En tal sentido, las páginas que más he disfrutado son las cinco primeras, aquellas en las que, a modo de prólogo y de declaración de principios, y antes de entrar en el pavoroso crimen de la calle Morgue, Poe, por boca del narrador, establece los fundamentos intelectuales del modo de proceder de Auguste Dupin, de su mentalidad analítica, fundamentos que vuelven a aparecer, con sus variantes complementarias, en otros pasajes de los tres relatos. Me encanta esta larga digresión sobre los juegos del ajedrez y las damas: “…las capacidades superiores del intelecto reflexivo se ponen a prueba con mayor claridad y provecho en el modesto juego de damas que en la elaborada frivolidad del ajedrez. En este último, donde las piezas tienen movimientos diferentes y “peculiares”, con distintos y variables valores, lo que sólo es complejo se toma (un error nada infrecuente) por profundo. Se exige mucha “atención”. Si ésta decae un instante, se comete un descuido que da lugar a un perjuicio o a la derrota. Al ser los posibles movimientos no sólo múltiples, sino también de retroceso, las ocasiones de tales descuidos se multiplican, y en nueve de cada diez casos es el jugador más atento, no el más agudo, el que vence. En las damas, por el contrario, donde los movimientos son “únicos” y tienen poca variación, las probabilidades de distraerse disminuyen, y al utilizarse relativamente poco la mera atención, las ventajas que obtenga cualquiera de los dos jugadores se consiguen gracias a una superior “perspicacia””.

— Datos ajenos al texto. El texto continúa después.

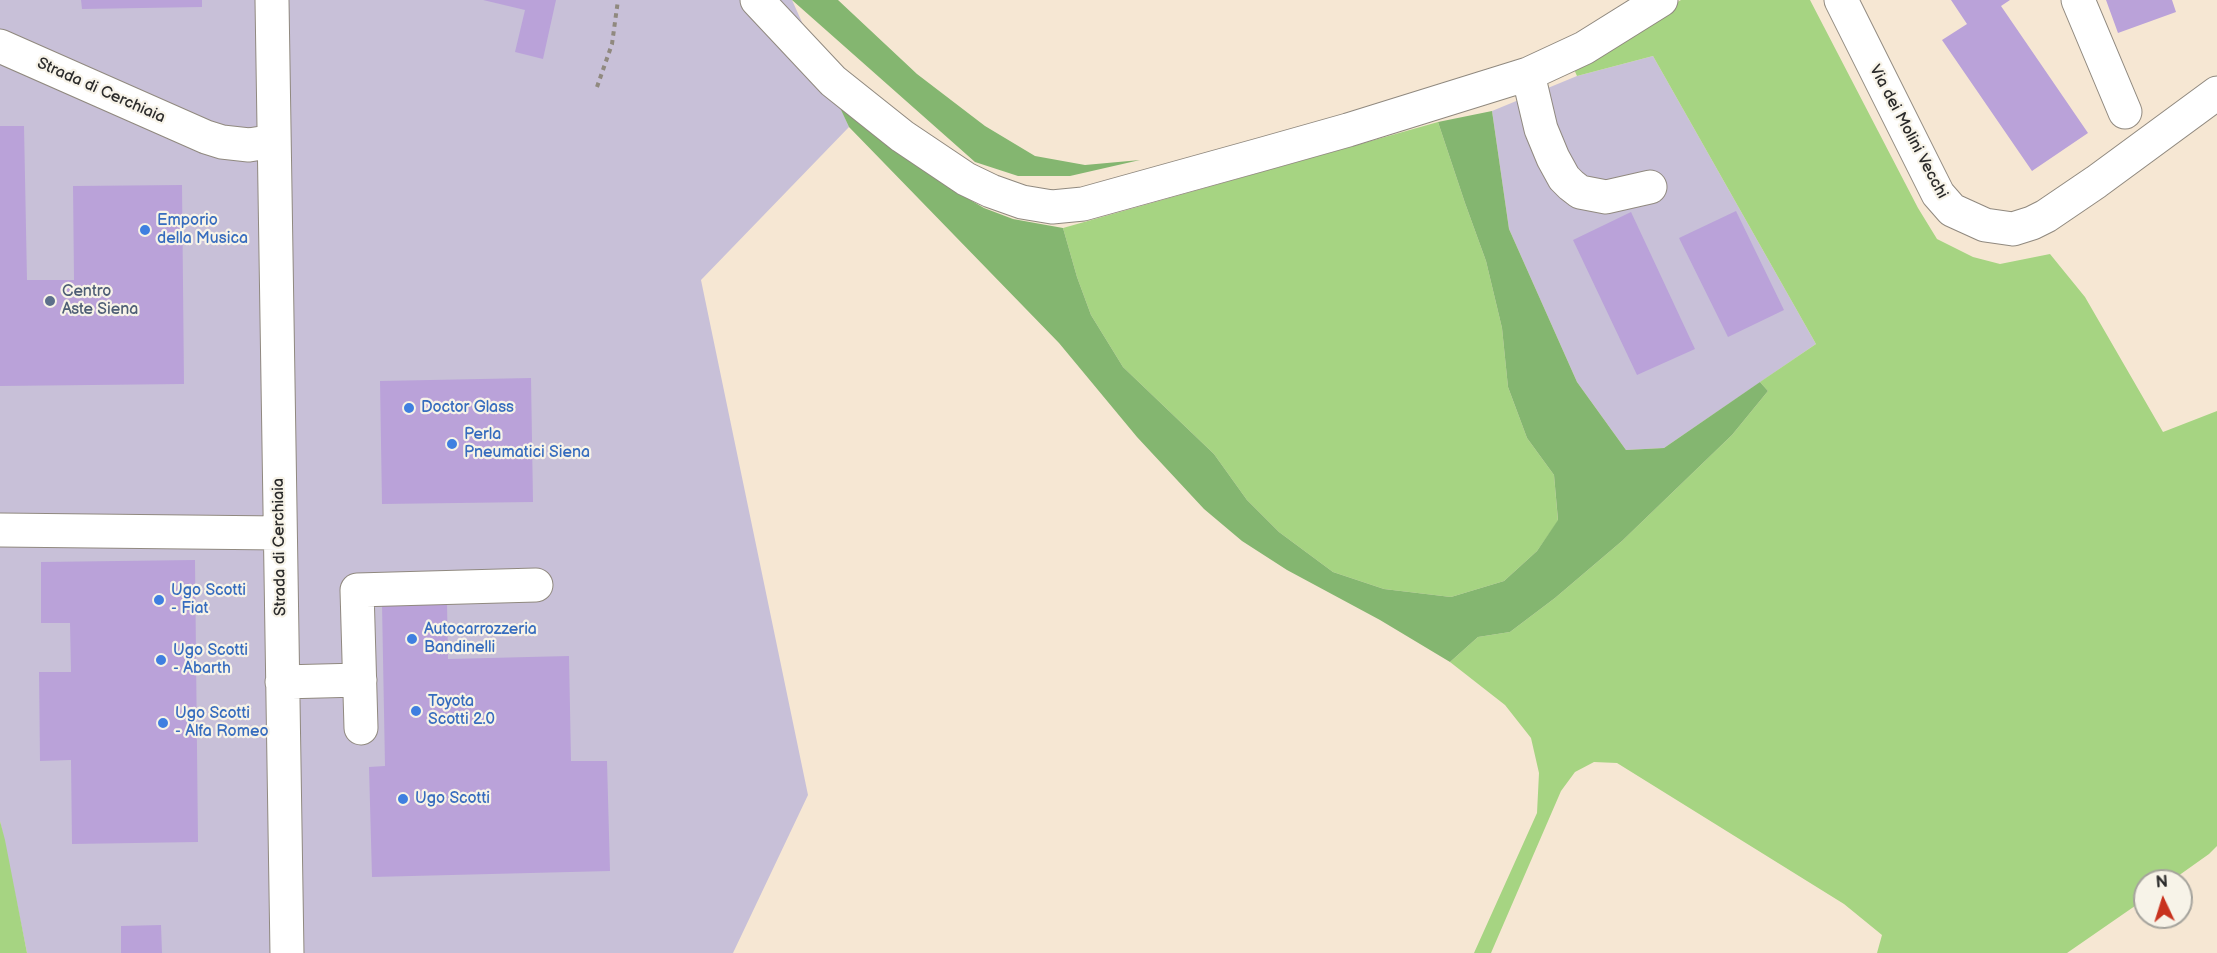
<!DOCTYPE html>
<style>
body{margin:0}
#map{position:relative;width:2217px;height:953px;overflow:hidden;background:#f6e7d3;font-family:"Balsamiq Sans",sans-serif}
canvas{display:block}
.north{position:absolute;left:2133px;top:869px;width:60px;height:60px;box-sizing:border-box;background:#f7f3e8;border:2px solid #a5a39c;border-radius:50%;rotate:356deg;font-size:16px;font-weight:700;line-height:24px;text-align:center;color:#2b2b2b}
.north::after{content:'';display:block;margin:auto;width:21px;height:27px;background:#c8321e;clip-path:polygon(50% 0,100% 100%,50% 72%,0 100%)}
</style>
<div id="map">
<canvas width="2217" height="953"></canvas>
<div class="north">N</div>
</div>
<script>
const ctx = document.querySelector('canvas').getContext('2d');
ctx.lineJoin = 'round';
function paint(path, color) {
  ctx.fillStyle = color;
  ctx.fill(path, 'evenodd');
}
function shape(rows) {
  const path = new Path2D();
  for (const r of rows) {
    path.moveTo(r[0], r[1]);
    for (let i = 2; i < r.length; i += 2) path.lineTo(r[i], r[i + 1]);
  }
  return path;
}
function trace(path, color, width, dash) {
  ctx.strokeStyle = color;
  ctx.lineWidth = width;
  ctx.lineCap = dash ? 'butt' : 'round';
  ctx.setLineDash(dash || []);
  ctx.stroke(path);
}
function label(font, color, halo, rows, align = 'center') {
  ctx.font = font + ' "Balsamiq Sans",sans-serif';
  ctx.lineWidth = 4.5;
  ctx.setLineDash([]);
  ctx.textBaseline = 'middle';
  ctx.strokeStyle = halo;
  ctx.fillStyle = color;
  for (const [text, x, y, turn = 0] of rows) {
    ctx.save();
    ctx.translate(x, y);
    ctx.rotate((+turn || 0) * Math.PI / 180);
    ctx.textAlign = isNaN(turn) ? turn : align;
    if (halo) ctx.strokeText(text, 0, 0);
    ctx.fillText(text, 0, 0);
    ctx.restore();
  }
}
paint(shape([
 [0,0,792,0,849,127,701,280,808,795,733,953,27,953,0,821],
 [1653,56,1816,344,1664,448,1626,450,1577,382,1509,229,1492,111,1577,76]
]), '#c8c0d8');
paint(shape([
 [1681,0,1810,0,1918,208,1937,239,1973,257,2000,264,2050,254,2085,297,2163,432,2217,411,2217,846,2209,854,2171,881,2145,881,2145,899,2067,953,1877,953,1882,935,1844,904,1617,763,1594,762,1575,772,1561,791,1491,953,1474,953,1537,813,1539,773,1531,738,1505,705,1450,662,1478,637,1510,632,1555,598,1622,541,1732,435,1768,391,1760,382,1816,344,1653,56,1577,76,1573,67,1590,52],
 [1438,122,1465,203,1486,261,1502,328,1508,387,1527,438,1554,475,1558,521,1537,551,1504,581,1451,597,1384,589,1333,572,1279,532,1247,500,1214,454,1123,367,1091,315,1077,277,1063,228],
 [0,821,5,840,27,953,0,953]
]), '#a6d482');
paint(shape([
 [792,0,838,0,917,74,985,126,1035,156,1085,165,1140,160,1070,176,1018,176,975,162],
 [835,97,950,188,984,208,1013,219,1063,228,1077,277,1091,315,1123,367,1214,454,1247,500,1279,532,1333,572,1384,589,1451,597,1504,581,1537,551,1558,520,1554,475,1527,438,1508,387,1502,328,1486,261,1465,203,1438,122,1492,111,1509,229,1577,382,1626,450,1664,448,1760,382,1768,391,1732,435,1622,541,1555,598,1510,632,1478,637,1450,662,1380,620,1287,570,1242,541,1204,509,1137,437,1059,343,849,127]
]), '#84b670');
paint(shape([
 [81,0,202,0,202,7,82,9],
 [483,0,556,0,543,59,515,52,525,10],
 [1951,0,2010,0,2001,6,2088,133,2032,171,1942,40,1967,24],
 [2106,0,2172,0,2176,12,2118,33],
 [0,126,24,126,27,280,74,280,73,186,182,185,184,384,0,386],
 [1736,211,1784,310,1728,337,1679,238],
 [1631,212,1695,349,1637,375,1573,240],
 [531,378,533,502,382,504,380,381],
 [195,560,198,842,72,844,71,760,40,761,39,672,71,672,70,623,41,623,41,562],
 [447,603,448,659,569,656,571,761,607,761,610,871,372,877,369,767,385,766,382,604],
 [161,925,162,953,121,953,121,926]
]), '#baa2d9');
const minor = shape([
 [272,0,287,953],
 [757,0,833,81,902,136,966,179,991,191,1022,202,1052,207,1083,204,1263,154,1348,130,1528,74,1584,48,1661,0],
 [1841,0,1938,194,1952,210,1985,225,2013,229,2032,223,2046,216,2096,182,2217,93],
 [2078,0,2125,112],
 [0,46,206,137,222,142,249,145,274,141],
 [1528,74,1541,129,1553,158,1564,178,1571,185,1580,192,1606,197,1650,187],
 [0,530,280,533],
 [282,682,360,680],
 [361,728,357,590,536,585]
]);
trace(minor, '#90897f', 35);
trace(shape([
 [597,87,612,44,618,0]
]), '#90897f', 4, [4.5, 4.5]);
trace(minor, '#fff', 33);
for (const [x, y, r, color] of [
 [145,230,6,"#3f7fe0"],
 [50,301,6,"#5c6f8a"],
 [409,408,6,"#3f7fe0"],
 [452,444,6,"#3f7fe0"],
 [159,600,6,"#3f7fe0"],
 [412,639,6,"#3f7fe0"],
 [161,660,6,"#3f7fe0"],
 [416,711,6,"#3f7fe0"],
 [163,723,6,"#3f7fe0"],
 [403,799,6,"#3f7fe0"]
]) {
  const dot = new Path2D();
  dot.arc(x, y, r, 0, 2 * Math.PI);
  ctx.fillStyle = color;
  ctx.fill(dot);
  trace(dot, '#f7f3e8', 2);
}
label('16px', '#2b2b2b', '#f7f3e8', [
 ["Strada di Cerchiaia",101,91,24],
 ["Via dei Molini Vecchi",1908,132,62],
 ["Strada di Cerchiaia",280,547,-91]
]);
label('16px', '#366cbe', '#f7f3e8', [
 ["Emporio",157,221],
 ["della Musica",157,239],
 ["Doctor Glass",421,408],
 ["Perla",464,435],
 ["Pneumatici Siena",464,453],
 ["Ugo Scotti",171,591],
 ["- Fiat",171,609],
 ["Autocarrozzeria",424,630],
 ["Bandinelli",424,648],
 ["Ugo Scotti",173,651],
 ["- Abarth",173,669],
 ["Toyota",428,702],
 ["Scotti 2.0",428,720],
 ["Ugo Scotti",175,714],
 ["- Alfa Romeo",175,732],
 ["Ugo Scotti",415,799]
], 'left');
label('16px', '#4e5e75', '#f7f3e8', [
 ["Centro",62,292],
 ["Aste Siena",62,310]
], 'left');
</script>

No practico estos juegos y no puedo, por tanto, polemizar con Poe o saber si lleva razón. Pero sí creo saber que en párrafos como éste está lo más sabroso y apetecible de este libro. Si está establecido que Auguste Dupin es el precursor de Sherlock Holmes y de Hércules Poirot, pues así será. No obstante, en mi opinión, la capacidad de Edgar Allan Poe, en estos relatos, de crear enredos y argumentos atractivos es inversamente proporcional a las cualidades de su escritura y de sus facultades especulativas.